### Your instructions
Scan the entries below and state how many lines contain "down". No other output.

### Supplied material
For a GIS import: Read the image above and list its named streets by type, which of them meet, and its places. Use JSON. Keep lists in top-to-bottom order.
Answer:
---
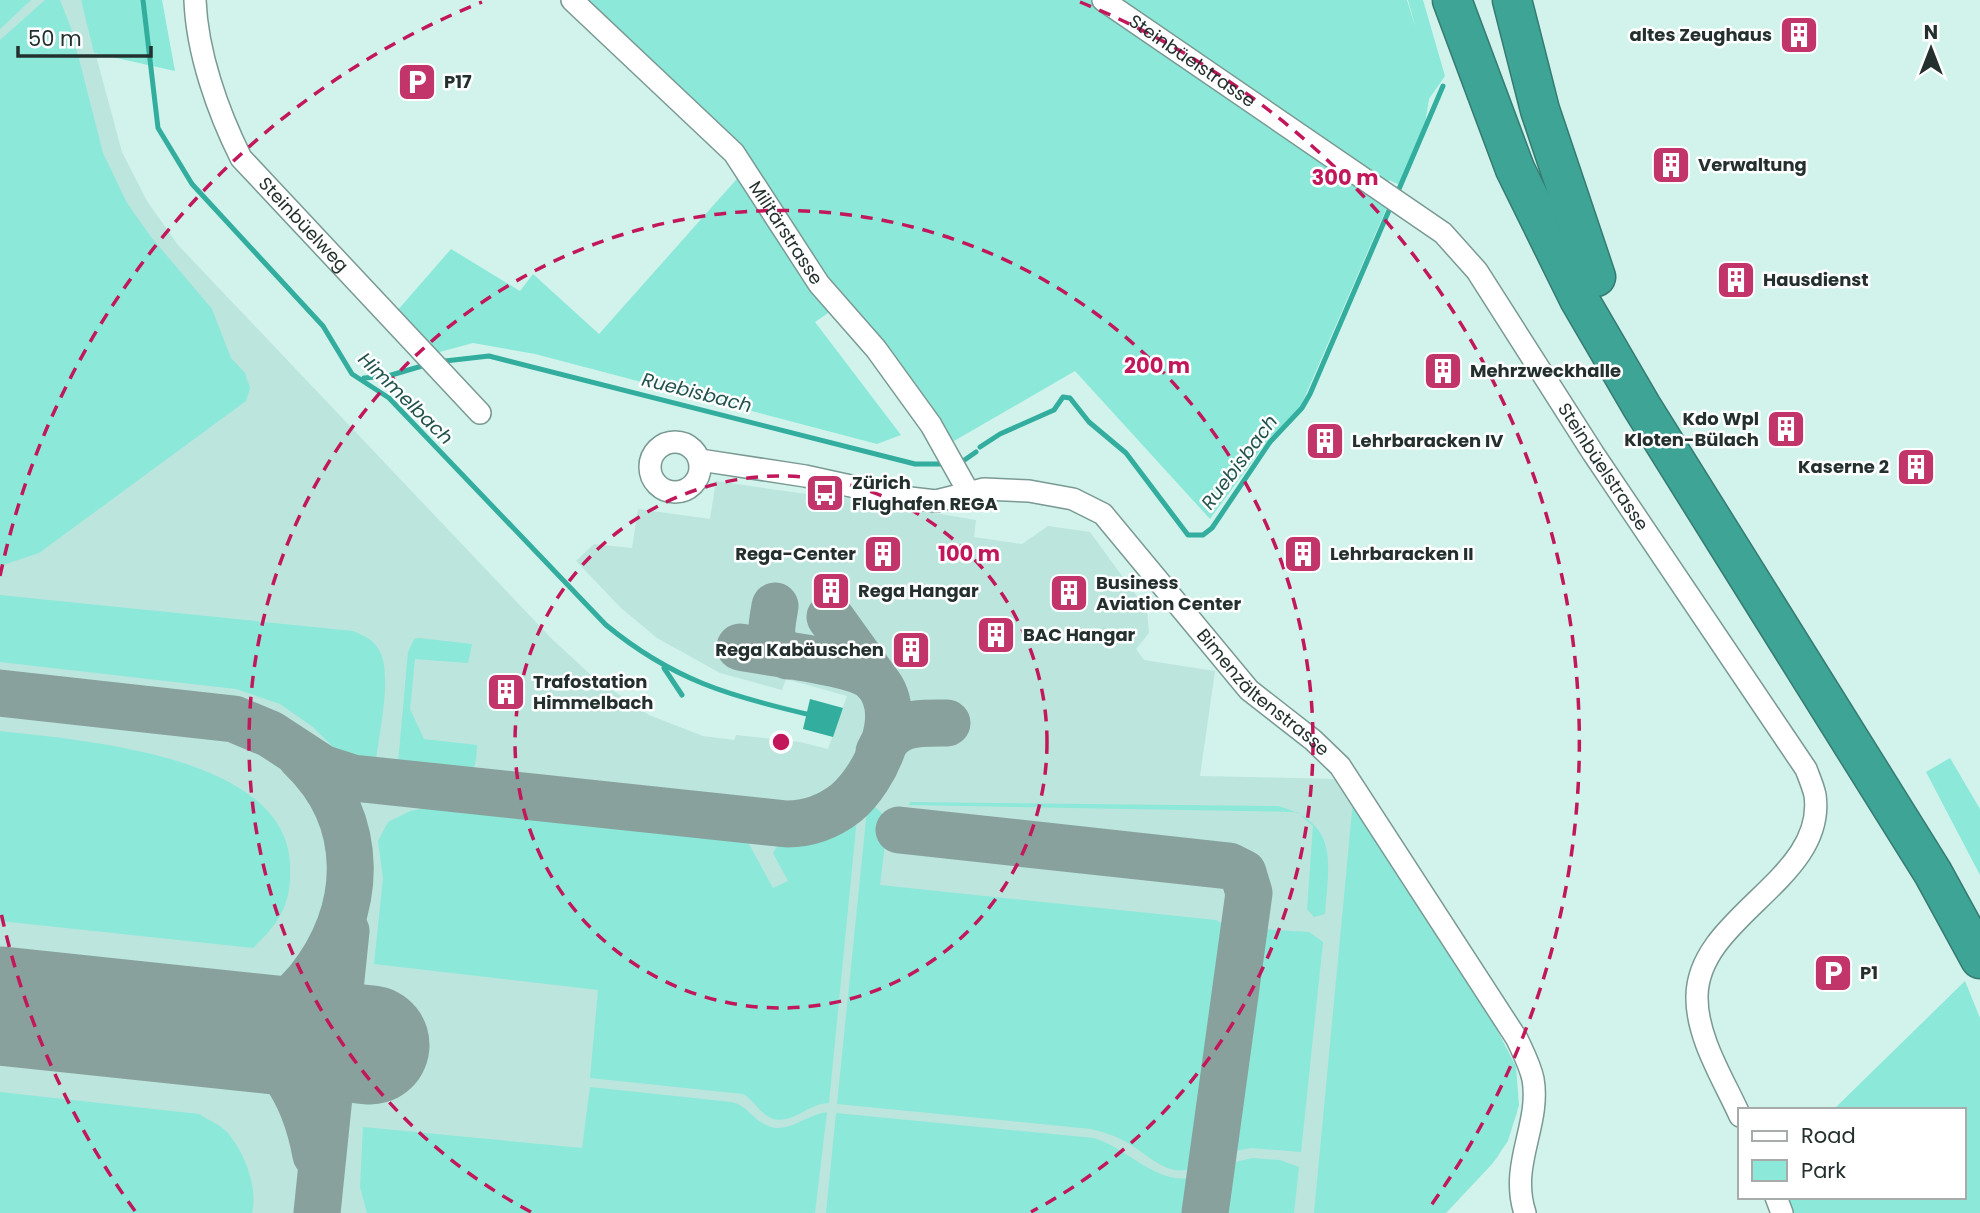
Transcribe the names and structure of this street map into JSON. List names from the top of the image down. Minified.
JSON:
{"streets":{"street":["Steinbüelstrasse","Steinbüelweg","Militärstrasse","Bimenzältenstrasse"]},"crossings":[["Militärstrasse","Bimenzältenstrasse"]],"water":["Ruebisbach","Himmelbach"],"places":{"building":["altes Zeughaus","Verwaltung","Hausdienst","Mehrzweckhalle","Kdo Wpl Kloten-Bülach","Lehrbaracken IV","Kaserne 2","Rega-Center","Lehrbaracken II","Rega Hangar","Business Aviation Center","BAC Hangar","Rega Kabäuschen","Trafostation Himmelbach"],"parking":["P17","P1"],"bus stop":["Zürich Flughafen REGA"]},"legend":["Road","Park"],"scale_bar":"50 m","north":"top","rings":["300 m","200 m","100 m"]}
* * *
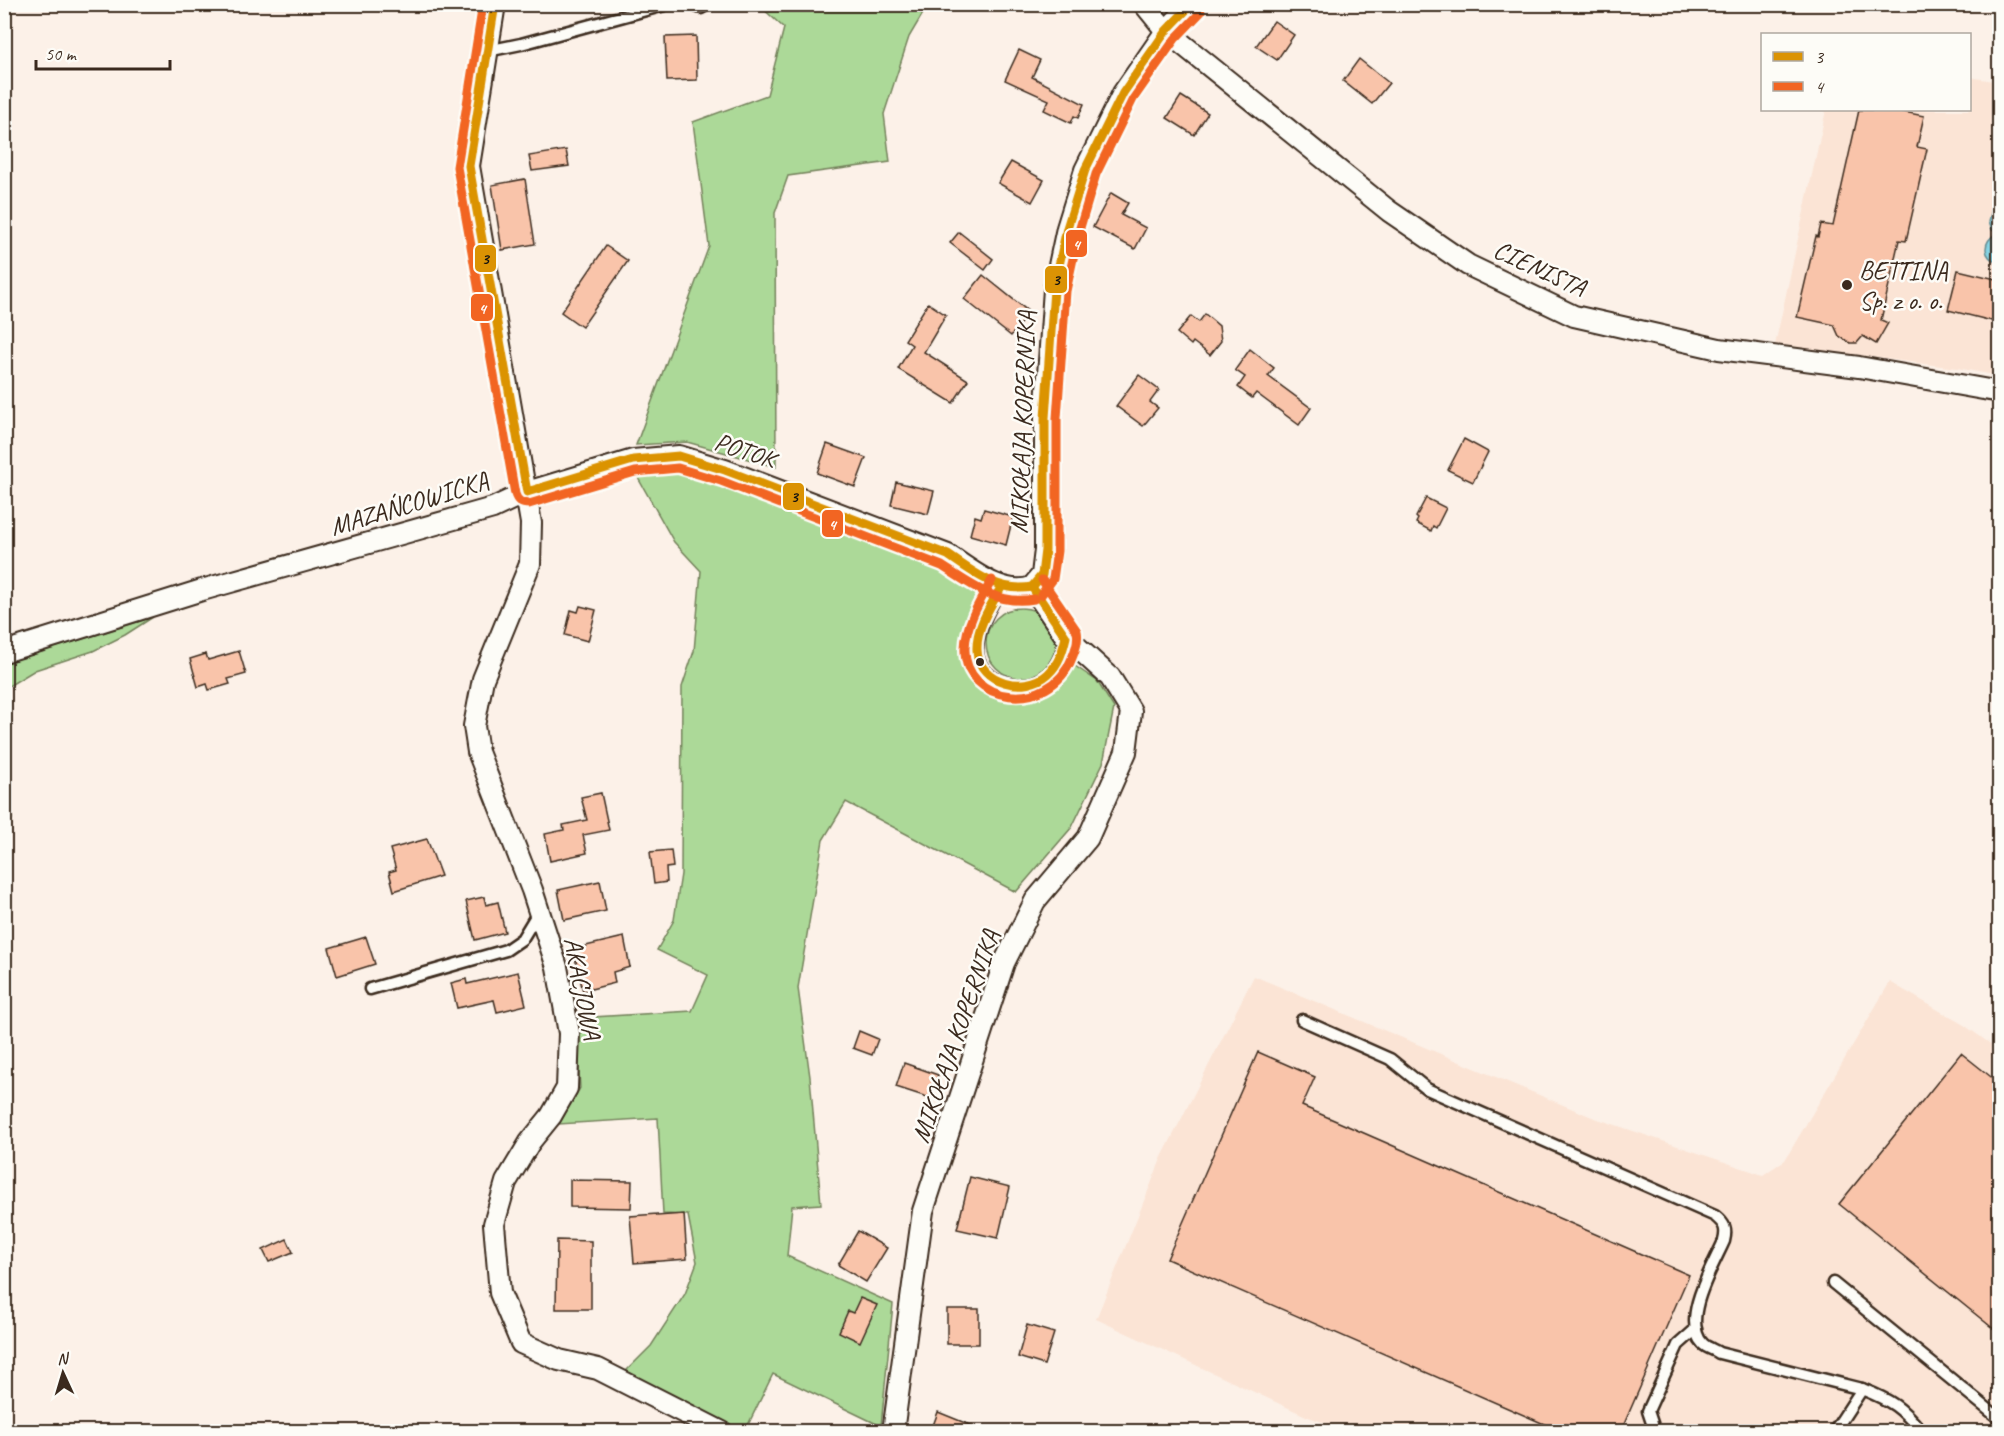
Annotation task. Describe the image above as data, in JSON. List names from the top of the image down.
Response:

### Answer space
2